Antes do nosso casamento, a avó do meu futuro marido entregou-me um frasco com um líquido verde e disse-me para o beber antes da nossa noite de núpcias, mas depois do casamento, aconteceu-me algo estranho 😨😱
Antes do nosso casamento, a avó do meu futuro marido entregou-me um frasco com um líquido verde e disse-me para o beber antes da nossa noite de núpcias, mas depois do casamento, algo de estranho aconteceu comigo
Antes do nosso casamento, a avó do meu futuro marido entregou-me um pequeno frasco com um líquido verde e disse com uma expressão estranha:
“Beba isto antes da sua noite de núpcias. Se não beber, nunca terá um dia feliz na sua vida.”
Fiquei confusa, sem saber se ela estava a brincar ou a falar a sério. O noivo riu-se, abraçou a avó e disse-lhe para não assustar a noiva com os seus “velhos costumes”.

Mas havia algo nos olhos da velha senhora que me perseguia — como um aviso.
O casamento correu na perfeição, estava feliz e não pensei naquela garrafa até estar sozinha no quarto. No criado-mudo, junto ao bouquet, estava a mesma garrafa. A tampa estava entreaberta e, lá dentro, como se estivesse vivo, brilhava um líquido verde e espesso. Reivindicando a Sua Vida
Fiquei curiosa. Lembrei-me das palavras da minha avó e decidi que talvez fosse apenas um símbolo — como o champanhe para dar sorte.
Abri a garrafa e bebi algumas gotas com cuidado. O líquido estava frio, quase gelado, com um sabor amargo e metálico.

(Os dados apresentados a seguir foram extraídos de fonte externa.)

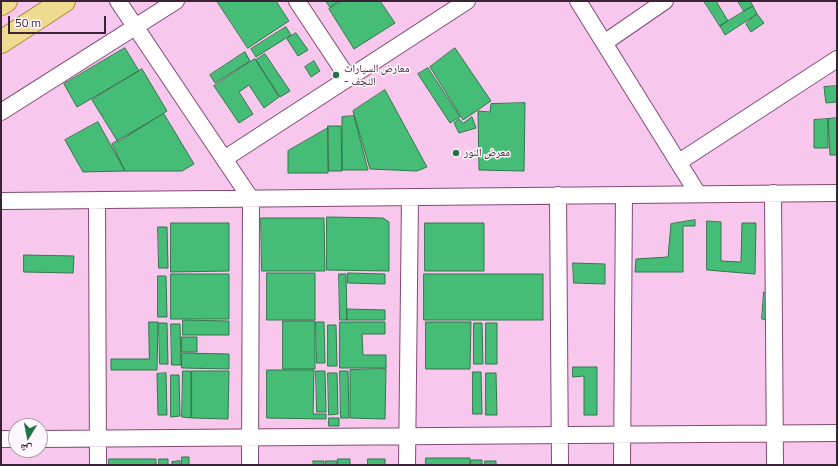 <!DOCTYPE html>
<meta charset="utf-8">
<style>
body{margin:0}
#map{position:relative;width:838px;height:466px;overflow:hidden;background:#f8c7ed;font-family:"Titillium Web","Noto Naskh Arabic",sans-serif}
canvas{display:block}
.frame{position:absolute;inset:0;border:2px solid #3b2336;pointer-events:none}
.north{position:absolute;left:8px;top:418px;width:40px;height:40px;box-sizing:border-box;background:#fef7fc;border:1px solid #b0a2ad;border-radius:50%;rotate:190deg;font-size:11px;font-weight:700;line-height:16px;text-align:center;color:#3b2336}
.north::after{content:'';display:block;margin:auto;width:14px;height:18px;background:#217446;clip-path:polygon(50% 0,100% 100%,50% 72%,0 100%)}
.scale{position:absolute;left:8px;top:16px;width:98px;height:18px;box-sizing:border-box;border:2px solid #3b2336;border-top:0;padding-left:5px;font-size:12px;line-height:14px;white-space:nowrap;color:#3b2336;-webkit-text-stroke:3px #fef7fc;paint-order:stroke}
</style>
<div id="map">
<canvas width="838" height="466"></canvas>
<div class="frame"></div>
<div class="north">ش</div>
<div class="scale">50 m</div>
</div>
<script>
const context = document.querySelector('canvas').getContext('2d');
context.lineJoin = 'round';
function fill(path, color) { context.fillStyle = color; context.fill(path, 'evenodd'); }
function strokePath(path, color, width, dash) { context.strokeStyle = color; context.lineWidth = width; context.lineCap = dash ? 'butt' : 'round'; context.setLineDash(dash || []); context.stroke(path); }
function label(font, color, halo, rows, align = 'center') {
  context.font = font + ' "Titillium Web","Noto Naskh Arabic",sans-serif'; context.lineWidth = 3; context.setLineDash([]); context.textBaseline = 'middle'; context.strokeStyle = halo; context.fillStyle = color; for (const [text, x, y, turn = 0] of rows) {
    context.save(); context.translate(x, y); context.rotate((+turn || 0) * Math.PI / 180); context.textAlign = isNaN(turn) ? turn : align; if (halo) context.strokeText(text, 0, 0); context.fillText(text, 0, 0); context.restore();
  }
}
const building = new Path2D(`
 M217 1H276L289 21 248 48Z
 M326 1H339L330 7Z
 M342 1H380L395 23 354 49 329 9Z
 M704 1H716L728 21 720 26Z
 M738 1H750L753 6 744 11Z
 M753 6 757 14 725 35 720 26Z
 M757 14 764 23 751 32 746 24Z
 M286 27 291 35 256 57 251 49Z
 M296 33 308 50 298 56 287 39Z
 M125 48 139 71 77 107 64 84Z
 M455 48 491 101 463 120 430 67Z
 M245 52 250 61 215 83 210 75Z
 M265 54 290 91 280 97 256 60Z
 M255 59 279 97 264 108 249 85 239 92 253 114 239 123 214 86Z
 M314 61 320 71 311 77 305 67Z
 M428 68 460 117 450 123 418 74Z
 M142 69 167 111 118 142 92 100Z
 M837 86V102L826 103 824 87Z
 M385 90 427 167 417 171 370 169 353 111Z
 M525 103 524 171 479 170 478 111 490 112 491 104Z
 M164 114 194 164 182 171H125L112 144Z
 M354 116 368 170H342V117Z
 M472 117 476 128 459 133 454 123 459 119 463 123Z
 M837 118V155H830L828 119Z
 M828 119V148H814V120Z
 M98 122 125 171 83 172 65 140Z
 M328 126H341L342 171H329Z
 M328 128V173H288V151Z
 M327 217 383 218 389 222V271L327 270Z
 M261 218H324L325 271H262Z
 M695 220V226H683V272H635L636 259 668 257 671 224Z
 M707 221 721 222V261L741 262 742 223H756L755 274 707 270Z
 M171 223H229V271L171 272Z
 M425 223H484V271H425Z
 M158 227H167L168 268H159Z
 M24 255 74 256 73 273 24 272Z
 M573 263 605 264V284L574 283Z
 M267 273H315V320H267Z
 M348 273 385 274V284L348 283Z
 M171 274H229V319H171Z
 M339 274H346L347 320H340Z
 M424 274H543V320H424Z
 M158 276H166L167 317H158Z
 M764 292H770L768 320 762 319Z
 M347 309 385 310V320H347Z
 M183 320 229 321V335H183Z
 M283 321H315V369H283Z
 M149 322H158L157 370H111V359H149Z
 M316 322H324L325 363H317Z
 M340 322H385V334H362L363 355H386V368H340Z
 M426 322H471L470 369H426Z
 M159 323H167L168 364H160Z
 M474 323H482L483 364H474Z
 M486 323H497V364H486Z
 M171 324H180L181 365H172Z
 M328 325H336L337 366H328Z
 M182 337H197V352H182Z
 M182 353 229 354V369L182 368Z
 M573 367H597V415H584V376L573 377Z
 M386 369 385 419 350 418V370Z
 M267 370H314L313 414H326V419L267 418Z
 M183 371H191V418L182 417Z
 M192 371H229L228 419 192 418Z
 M316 371H325L326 412H317Z
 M340 371H348L349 418H341Z
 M473 372H481L482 414H473Z
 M166 373 167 415H158L157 374Z
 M328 373H337L338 414 329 415Z
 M486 373H496L497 415H486Z
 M171 375H179L180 416 171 417Z
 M329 418H339V426H329Z
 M182 457H189V465H182Z
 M426 458H470V465H426Z
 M109 459H156V465H109Z
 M159 459H168V465H159Z
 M338 459H350V465H338Z
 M368 459H385V465H368Z
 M471 460H482V465H471Z
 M180 461V465H172V462Z
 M313 461H324V465H314Z
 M326 461H337V465H326Z
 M485 461H496V465H485Z`);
const street = new Path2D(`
 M118 1 251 199 250 465
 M297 1 348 78
 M578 1 698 194
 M604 43 665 1
 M1 112 176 1
 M224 159 467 1
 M679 162 837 59
 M773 193 775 465
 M558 195 560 465
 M97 200 98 465
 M2 201 837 193
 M1 439H16
 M40 439 837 433
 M407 465 410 197
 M622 465 624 195`);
const primary = new Path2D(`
 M1 4 6 1
 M1 42 64 1`);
const markers = [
 [336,75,4,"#217446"],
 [456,153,4,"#217446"]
];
const poiNames = [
 ["معارض السيارات",344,69],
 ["- النجف",344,82],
 ["معرض النور",464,153]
];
fill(building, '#45bd77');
strokePath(building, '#33754c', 1);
strokePath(street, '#814b76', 18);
strokePath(primary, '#a88b40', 24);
strokePath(street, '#fff', 16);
strokePath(primary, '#eedb90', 22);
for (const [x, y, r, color] of markers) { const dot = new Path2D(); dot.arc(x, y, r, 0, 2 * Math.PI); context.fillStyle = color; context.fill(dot); strokePath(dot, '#fef7fc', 1.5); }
label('11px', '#3b2336', '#fef7fc', poiNames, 'left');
</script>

Passado um bocado, algo estranho começou a acontecer comigo 😲 E só aí percebi o que estava exatamente naquela garrafa e fiquei absolutamente horrorizada. Continua no primeiro comentário 👇👇
Antes do casamento, a avó do meu futuro marido entregou-me um frasco com um líquido verde e disse-me para o beber antes da nossa noite de núpcias, mas depois do casamento, algo de estranho aconteceu comigo.
Um minuto depois, o meu corpo pareceu transformar-se em pedra. Sentia tudo — os lençóis sob a pele, o ar frio, até as batidas do meu coração — mas não me conseguia mexer. Tinha medo, queria chamar o meu marido, mas não conseguia — a minha língua estava dormente.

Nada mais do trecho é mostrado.